The easiest way to propagate yucca is with offsets of older plants. Divide the plant during repotting or carefully slice away the offset and pot up into a separate container. They can also be propagated by stem cuttings, using pieces of stem measuring at least 4 inches and rooting hormone. Yucca grown indoors will likely not flower or bear seeds.
Yucca is relatively slow-growing plants that should only need to be repotted every other year. They do well slightly pot-bound, as long as they don't become heavy enough to tip over their containers. Repotting larger yucca plants can be difficult, so larger plants can be refreshed with new potting soil by digging out the top two inches of the container and adding new soil. During typical repotting, remove the yucca plant from its container and go up one container size.

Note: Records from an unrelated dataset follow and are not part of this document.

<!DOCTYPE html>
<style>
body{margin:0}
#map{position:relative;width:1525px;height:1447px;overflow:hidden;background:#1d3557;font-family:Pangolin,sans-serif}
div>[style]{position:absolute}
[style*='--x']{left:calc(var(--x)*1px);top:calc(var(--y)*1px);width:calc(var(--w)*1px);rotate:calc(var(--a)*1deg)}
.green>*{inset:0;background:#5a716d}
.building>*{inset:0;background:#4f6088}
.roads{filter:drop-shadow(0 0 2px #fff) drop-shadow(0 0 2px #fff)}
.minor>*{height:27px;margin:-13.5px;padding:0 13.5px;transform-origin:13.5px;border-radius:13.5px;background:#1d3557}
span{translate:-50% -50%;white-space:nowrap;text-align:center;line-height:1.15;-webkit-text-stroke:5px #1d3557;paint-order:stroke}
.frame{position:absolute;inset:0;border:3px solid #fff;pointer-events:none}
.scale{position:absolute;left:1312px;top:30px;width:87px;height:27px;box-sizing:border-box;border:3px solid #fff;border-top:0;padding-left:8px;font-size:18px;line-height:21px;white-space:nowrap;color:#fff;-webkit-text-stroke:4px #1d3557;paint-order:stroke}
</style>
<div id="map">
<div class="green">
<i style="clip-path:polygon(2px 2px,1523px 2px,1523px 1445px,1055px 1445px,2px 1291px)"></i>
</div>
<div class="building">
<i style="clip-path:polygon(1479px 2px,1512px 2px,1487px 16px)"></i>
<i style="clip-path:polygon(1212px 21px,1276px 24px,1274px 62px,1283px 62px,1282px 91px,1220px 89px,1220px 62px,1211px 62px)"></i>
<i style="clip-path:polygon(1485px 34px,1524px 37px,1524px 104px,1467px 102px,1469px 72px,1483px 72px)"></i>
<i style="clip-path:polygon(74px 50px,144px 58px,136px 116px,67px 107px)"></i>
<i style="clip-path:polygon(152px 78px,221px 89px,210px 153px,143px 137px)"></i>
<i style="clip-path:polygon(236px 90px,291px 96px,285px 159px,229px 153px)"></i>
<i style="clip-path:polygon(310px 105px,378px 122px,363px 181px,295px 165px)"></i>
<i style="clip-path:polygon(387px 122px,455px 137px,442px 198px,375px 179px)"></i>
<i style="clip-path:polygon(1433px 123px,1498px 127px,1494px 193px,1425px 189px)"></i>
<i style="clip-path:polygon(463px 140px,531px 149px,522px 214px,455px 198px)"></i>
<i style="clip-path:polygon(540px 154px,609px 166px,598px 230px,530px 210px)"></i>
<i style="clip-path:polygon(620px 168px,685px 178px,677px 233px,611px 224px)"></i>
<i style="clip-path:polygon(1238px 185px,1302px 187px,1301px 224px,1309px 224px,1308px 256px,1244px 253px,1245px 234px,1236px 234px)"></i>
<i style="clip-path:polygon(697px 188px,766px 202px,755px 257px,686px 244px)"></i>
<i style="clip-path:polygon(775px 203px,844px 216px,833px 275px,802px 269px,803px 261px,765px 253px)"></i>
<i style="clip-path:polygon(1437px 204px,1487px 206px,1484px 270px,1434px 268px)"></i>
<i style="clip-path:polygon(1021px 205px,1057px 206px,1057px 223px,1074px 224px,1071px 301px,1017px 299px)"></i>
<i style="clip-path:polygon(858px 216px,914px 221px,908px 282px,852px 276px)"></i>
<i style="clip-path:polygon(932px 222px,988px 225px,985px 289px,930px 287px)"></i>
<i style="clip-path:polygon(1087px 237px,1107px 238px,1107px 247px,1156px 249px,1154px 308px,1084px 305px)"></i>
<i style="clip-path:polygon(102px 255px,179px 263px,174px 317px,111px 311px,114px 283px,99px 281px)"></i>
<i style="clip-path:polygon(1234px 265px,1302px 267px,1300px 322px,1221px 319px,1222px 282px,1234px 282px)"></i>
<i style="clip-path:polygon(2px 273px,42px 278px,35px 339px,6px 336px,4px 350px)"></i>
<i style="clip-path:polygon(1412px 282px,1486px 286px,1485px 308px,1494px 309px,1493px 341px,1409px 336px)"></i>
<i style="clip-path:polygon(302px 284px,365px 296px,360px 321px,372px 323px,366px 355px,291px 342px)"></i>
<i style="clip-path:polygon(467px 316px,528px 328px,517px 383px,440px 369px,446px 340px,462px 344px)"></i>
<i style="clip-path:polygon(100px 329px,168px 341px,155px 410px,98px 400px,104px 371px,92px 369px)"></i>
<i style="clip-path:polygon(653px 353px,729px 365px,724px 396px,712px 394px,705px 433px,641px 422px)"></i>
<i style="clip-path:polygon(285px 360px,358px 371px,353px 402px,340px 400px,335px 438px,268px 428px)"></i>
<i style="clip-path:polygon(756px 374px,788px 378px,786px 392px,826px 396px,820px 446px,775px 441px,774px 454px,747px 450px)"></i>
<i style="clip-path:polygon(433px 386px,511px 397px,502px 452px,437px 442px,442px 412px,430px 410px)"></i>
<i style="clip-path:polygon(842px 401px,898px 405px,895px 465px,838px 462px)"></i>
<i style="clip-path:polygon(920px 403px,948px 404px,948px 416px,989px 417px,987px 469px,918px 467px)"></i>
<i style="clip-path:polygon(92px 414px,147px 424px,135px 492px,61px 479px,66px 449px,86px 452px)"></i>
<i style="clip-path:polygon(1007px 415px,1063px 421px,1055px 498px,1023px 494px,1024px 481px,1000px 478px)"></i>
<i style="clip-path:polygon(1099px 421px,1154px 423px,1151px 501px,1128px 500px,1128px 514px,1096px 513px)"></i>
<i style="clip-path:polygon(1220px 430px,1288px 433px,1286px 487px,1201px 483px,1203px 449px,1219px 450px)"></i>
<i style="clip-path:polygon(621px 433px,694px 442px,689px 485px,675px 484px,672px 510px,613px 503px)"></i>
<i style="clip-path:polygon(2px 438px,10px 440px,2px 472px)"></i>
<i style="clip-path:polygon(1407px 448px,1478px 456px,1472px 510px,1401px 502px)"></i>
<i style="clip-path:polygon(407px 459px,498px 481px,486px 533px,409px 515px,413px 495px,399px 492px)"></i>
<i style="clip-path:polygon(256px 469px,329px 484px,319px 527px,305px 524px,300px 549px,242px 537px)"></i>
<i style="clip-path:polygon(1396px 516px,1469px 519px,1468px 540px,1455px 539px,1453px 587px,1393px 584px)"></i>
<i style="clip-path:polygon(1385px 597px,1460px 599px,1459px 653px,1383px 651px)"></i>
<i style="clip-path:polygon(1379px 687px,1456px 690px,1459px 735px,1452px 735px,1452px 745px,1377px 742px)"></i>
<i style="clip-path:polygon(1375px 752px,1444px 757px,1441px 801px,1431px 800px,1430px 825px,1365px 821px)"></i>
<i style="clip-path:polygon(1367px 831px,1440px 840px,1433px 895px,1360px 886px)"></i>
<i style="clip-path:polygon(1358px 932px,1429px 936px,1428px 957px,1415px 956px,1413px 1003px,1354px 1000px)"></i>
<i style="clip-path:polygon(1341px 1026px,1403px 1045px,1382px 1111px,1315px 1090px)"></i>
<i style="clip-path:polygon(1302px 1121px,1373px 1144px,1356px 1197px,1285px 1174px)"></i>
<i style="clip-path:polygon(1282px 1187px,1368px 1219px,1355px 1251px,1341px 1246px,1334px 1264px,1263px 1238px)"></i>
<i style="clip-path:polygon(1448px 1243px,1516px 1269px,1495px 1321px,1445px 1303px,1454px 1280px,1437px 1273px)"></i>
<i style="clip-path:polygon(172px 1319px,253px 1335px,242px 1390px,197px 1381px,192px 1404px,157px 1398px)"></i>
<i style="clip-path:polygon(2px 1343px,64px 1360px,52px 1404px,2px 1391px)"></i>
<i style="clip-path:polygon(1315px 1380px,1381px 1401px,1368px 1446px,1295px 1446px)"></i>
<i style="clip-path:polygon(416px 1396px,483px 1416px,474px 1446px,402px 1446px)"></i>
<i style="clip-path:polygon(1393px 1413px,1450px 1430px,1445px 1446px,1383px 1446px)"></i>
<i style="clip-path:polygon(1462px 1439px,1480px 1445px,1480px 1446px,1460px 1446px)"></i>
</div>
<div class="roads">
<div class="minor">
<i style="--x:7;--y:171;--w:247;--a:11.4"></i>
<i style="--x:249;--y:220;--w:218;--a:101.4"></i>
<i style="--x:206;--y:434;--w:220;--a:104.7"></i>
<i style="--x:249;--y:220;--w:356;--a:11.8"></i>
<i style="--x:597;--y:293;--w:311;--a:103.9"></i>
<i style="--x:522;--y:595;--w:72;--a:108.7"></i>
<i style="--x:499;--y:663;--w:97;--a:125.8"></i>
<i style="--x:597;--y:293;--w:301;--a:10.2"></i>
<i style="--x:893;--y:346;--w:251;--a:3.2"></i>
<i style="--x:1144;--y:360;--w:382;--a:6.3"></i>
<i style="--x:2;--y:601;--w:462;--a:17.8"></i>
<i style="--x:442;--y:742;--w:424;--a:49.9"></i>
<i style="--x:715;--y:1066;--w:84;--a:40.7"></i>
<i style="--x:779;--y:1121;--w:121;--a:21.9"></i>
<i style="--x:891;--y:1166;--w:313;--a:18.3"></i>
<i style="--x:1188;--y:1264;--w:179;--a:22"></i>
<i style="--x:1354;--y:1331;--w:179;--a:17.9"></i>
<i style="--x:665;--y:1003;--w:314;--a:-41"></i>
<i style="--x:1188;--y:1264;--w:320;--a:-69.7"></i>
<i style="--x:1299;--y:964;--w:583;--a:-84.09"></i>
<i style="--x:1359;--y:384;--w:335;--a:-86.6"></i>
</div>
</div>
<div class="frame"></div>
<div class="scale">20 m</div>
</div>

Always use fresh potting soil.
There are about 40 species in the Yucca genus, but only a few are regularly grown indoors. In desert areas, such as the southeastern United States, yucca is common outdoors plants, where they attain their full size. Indoors, however, people tend to stick with a few species:
- Y. guatamalensis (formerly Y. elephantipes). Sometimes called the spineless yucca, this plant grows from a bulbous base with long, sword-like leaves that lack the typical leaf-tip spine. Mature specimens grow into small, branching trees with bare trunks topped with spiraled rosettes of arching leaves. They are relatively slow growers, however, and will live indoors for years before outgrowing their space.
- Y. aloifolia. Sometimes called the Spanish bayonet, this plant features stiff leaves that end in sharp points. Leaves up to 20" long and can be dangerously sharp.
Under the right conditions, yucca is not difficult to grow. They tend to thrive on a little neglect, rather than too much attention. They are especially easy to overwater, and soggy stems are a sign of too much water. The best conditions for Yucca include a sunny corner with relatively low humidity. Yucca is not prone to many pests, although scale can be an issue. Over time, yucca plants will typically lose their lower leaves (in nature, they droop, forming a skirt around the trunk), giving the plant a pleasant "tree-like" appearance.